What do these billions of well-preserved fossils fit—the common belief in slow and gradual processes, or the biblical implications of fast burial?

The easiest way to answer this is to imagine what happens to a fish when it dies. After (for most) floating on the surface while being attacked by various scavengers, what is left (if anything) sinks to the bottom. Here, rather than lying quietly for thousands of years being gradually covered up by slowly settling sediment, it will be attacked further by fish, crabs, and many other creatures.

Bacterial attack will also contribute to the process of disintegration. Even in a sterile, low oxygen environment, the flesh rapidly becomes soggy and falls apart,2 leaving no trace of the beautiful structures which the fossil illustrated, for example, shows. That is why, when snorkelling on the sea floor, one does not see thousands of dead fish resting quietly on the ocean bottom in part-way stages of fossilization!

To preserve such features, it is obvious that the creature needs to be buried quickly. Not just that, but the enclosing sediment needs to harden fairly quickly.
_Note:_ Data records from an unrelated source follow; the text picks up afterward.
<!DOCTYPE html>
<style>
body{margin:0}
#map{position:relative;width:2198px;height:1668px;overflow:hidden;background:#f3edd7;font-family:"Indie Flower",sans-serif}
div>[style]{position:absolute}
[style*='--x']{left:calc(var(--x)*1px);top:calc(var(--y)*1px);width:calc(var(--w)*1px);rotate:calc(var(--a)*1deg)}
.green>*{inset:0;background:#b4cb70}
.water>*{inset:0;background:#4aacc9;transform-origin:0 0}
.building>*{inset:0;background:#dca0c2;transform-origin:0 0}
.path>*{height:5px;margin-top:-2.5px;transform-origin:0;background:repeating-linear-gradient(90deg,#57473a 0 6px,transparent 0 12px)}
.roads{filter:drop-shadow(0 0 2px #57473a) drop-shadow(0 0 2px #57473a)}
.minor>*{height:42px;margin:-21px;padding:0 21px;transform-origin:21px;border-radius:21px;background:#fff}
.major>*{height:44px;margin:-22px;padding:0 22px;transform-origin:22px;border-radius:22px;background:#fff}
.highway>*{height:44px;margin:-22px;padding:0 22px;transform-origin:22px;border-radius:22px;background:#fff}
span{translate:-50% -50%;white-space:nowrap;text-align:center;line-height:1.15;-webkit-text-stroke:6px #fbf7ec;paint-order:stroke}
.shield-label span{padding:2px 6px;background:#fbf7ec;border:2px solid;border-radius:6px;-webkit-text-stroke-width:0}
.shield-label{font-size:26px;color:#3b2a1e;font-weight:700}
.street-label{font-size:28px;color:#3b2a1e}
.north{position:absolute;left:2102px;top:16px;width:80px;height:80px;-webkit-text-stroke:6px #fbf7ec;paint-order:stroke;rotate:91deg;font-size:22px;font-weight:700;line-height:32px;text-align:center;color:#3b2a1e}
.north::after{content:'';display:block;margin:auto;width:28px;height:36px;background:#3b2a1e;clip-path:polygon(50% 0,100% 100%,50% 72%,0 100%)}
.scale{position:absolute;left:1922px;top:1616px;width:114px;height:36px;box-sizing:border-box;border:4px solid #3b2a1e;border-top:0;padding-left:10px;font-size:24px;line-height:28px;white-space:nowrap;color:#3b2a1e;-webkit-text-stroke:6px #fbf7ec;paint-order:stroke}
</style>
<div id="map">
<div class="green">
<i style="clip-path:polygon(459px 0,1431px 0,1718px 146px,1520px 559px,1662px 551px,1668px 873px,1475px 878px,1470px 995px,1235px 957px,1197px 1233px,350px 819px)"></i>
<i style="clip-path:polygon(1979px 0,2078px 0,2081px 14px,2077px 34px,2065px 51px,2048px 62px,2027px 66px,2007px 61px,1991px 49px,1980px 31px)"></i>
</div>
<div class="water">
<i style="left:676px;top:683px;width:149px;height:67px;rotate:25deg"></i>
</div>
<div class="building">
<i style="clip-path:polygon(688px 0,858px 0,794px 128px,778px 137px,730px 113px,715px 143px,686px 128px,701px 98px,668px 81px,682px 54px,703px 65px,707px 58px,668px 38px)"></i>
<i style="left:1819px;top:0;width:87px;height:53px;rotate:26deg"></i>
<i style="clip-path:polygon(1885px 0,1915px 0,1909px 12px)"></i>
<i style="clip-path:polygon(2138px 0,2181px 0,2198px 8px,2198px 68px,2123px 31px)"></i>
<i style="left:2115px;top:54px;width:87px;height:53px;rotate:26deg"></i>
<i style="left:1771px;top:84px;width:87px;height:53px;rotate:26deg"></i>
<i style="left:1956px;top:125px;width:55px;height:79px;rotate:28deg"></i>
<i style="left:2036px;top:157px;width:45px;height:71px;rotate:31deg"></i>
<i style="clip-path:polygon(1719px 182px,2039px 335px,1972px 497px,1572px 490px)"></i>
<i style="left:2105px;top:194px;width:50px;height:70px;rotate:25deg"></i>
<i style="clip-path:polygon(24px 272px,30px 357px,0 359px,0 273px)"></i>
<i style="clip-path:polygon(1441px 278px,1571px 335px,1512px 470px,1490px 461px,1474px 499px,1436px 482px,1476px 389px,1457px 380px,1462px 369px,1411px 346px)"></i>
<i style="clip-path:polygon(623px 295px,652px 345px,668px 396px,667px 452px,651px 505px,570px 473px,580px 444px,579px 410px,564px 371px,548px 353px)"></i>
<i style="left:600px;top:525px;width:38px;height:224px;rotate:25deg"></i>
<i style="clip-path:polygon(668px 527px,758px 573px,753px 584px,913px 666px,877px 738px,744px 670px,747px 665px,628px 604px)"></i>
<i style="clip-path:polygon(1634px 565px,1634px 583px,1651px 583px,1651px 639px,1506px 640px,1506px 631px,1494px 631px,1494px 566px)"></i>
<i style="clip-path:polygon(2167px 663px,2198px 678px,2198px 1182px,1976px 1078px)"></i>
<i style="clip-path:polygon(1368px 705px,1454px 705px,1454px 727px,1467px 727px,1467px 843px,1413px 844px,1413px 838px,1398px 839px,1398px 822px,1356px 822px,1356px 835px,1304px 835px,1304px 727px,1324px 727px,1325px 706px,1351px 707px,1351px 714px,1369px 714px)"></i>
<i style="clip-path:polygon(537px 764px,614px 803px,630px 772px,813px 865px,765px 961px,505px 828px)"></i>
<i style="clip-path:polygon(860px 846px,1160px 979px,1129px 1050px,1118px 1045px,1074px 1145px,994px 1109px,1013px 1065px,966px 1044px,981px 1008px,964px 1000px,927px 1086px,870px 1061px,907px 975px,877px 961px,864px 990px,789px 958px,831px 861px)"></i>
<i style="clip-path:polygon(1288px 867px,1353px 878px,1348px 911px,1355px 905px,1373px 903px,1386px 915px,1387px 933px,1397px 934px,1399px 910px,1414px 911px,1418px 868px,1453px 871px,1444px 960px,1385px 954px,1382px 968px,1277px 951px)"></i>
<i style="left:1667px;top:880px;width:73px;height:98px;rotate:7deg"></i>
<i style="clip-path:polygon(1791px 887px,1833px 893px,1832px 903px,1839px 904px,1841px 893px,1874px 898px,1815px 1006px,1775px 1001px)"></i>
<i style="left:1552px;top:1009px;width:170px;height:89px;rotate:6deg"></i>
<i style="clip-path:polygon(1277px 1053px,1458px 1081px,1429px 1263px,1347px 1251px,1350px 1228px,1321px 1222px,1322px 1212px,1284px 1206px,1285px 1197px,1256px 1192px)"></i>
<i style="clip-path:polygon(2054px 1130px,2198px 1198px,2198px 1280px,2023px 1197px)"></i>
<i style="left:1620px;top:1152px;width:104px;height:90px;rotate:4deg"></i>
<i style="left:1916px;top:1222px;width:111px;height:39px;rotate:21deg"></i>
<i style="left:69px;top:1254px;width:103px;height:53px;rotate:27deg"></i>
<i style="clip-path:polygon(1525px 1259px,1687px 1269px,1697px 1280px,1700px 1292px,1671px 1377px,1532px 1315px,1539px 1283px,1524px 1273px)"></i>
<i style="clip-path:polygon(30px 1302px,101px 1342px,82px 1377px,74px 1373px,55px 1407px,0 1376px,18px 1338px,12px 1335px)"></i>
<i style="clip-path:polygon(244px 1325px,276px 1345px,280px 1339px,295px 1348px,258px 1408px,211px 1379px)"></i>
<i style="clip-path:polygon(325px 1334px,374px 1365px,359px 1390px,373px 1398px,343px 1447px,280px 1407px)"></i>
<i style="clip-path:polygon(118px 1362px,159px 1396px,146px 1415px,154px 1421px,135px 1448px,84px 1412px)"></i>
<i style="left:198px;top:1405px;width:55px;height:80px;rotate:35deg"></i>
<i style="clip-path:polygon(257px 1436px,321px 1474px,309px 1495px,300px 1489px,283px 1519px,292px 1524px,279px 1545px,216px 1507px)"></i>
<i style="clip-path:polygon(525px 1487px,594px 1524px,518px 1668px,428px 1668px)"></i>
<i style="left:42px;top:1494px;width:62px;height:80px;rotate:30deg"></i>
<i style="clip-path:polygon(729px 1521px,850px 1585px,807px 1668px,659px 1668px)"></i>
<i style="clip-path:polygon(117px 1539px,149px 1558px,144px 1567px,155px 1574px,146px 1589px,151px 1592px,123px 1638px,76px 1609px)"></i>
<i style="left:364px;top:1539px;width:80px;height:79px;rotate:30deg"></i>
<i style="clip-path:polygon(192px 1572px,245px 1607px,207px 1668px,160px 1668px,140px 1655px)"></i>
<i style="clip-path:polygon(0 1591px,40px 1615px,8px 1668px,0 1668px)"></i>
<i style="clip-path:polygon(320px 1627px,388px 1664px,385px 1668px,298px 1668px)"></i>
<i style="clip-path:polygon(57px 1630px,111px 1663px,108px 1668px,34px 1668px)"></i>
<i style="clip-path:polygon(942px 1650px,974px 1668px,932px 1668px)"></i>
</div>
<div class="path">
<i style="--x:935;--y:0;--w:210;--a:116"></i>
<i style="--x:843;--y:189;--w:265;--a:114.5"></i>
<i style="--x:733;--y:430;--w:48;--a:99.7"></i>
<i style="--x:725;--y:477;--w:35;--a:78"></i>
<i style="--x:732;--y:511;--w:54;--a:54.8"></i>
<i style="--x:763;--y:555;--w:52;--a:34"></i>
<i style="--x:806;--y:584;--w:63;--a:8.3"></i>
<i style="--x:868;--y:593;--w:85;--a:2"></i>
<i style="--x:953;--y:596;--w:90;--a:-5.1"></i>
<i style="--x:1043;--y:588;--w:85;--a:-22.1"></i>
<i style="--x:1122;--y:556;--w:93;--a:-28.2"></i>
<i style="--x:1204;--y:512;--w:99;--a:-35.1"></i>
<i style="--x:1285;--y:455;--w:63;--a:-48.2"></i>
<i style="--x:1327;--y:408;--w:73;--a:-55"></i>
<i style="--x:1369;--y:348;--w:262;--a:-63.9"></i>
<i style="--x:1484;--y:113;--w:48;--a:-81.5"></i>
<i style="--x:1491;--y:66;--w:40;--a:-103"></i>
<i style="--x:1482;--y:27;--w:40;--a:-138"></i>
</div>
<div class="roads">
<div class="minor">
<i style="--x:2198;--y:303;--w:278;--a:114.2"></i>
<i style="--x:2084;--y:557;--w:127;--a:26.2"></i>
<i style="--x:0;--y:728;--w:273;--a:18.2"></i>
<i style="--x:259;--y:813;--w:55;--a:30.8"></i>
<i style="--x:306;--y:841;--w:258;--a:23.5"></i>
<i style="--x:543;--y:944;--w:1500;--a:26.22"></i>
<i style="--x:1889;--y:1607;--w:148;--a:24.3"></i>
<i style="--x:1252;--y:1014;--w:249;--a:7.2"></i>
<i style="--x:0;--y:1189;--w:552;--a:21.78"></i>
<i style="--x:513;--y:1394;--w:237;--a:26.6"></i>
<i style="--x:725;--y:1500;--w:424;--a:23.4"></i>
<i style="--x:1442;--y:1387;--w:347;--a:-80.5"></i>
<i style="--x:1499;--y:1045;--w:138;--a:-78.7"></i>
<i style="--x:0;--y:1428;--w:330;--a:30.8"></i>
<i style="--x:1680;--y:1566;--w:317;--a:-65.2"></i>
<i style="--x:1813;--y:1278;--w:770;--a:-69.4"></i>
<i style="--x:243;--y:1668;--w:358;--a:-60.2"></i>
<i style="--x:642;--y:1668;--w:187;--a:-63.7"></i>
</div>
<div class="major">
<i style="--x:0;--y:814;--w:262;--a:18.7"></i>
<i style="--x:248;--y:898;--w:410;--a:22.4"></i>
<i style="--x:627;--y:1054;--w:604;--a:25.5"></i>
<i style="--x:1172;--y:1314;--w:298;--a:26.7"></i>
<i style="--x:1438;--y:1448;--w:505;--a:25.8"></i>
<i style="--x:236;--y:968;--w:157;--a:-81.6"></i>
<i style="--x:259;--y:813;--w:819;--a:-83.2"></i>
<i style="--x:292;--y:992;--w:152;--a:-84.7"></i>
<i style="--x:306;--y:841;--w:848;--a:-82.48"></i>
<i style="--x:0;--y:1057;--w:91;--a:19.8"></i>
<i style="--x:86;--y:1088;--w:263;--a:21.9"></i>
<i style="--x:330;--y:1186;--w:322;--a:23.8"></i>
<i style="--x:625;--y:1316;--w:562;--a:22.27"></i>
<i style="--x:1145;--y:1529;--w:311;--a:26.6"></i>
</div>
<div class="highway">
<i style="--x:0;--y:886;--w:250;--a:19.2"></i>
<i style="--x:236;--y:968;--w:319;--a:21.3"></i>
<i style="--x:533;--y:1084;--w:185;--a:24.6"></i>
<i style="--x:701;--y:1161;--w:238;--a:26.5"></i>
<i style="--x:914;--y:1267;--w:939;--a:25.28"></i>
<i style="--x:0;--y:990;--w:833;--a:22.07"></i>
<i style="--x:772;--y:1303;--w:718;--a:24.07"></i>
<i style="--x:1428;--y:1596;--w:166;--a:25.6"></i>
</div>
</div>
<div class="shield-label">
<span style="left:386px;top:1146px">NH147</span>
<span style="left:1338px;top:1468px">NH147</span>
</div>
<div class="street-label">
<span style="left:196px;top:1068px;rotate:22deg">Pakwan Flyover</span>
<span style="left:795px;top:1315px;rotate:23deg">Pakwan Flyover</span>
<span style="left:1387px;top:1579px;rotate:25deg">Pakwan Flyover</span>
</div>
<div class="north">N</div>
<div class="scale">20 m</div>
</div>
If it stayed soft and unconsolidated for years, the fact that oxygen, moisture and bacteria could easily access the carcass means that one would very quickly have a disintegrated, stinking mess. To try to imitate how such features as scales and fins can possibly be preserved, the best experimental analogy would be to bury a fish rapidly in wet cement!

How would hordes of fish be buried during the Flood? The upheavals necessarily associated with a year-long global Flood would generate ideal conditions for rapid sedimentation. Today, for example, localized earthquakes can trigger large submarine avalanches (called ‘turbidity currents’) which have been clocked as carrying millions of tonnes of sediment at over 50 kph (30 mph) underwater.3

The silent testimony of the billions of well-preserved fossil fish around the world is, by the most obvious common sense, to rapid processes—rapid burial and rapid hardening (of the encasing sediment). Sadly, the mindset of our culture is such that most people miss the obvious, and continue to think ‘slow and gradual’ when they see fossils—even beautifully preserved ones like this.

References and notes

  1. Since marine creatures would be the most likely ones buried—land creatures would tend to disintegrate and rot—we would expect that most fossils would be marine. Marine fossils do indeed represent more than 95% of the fossil record (see J. Morris, The Young Earth, Master Books, p. 70, 1994). Return to text.
  2. This has been shown by experiment—see R. Zangerl and E. Richardson, The paleoecological history of two Pennsylvanian black shales, Fieldiana: Geology Memoirs 4, 1963. Return to text.
  3. F. Press and R. Siever, Earth (4th Edition), W.H. Freeman and Company, New York, p. 284, 1986. Return to text.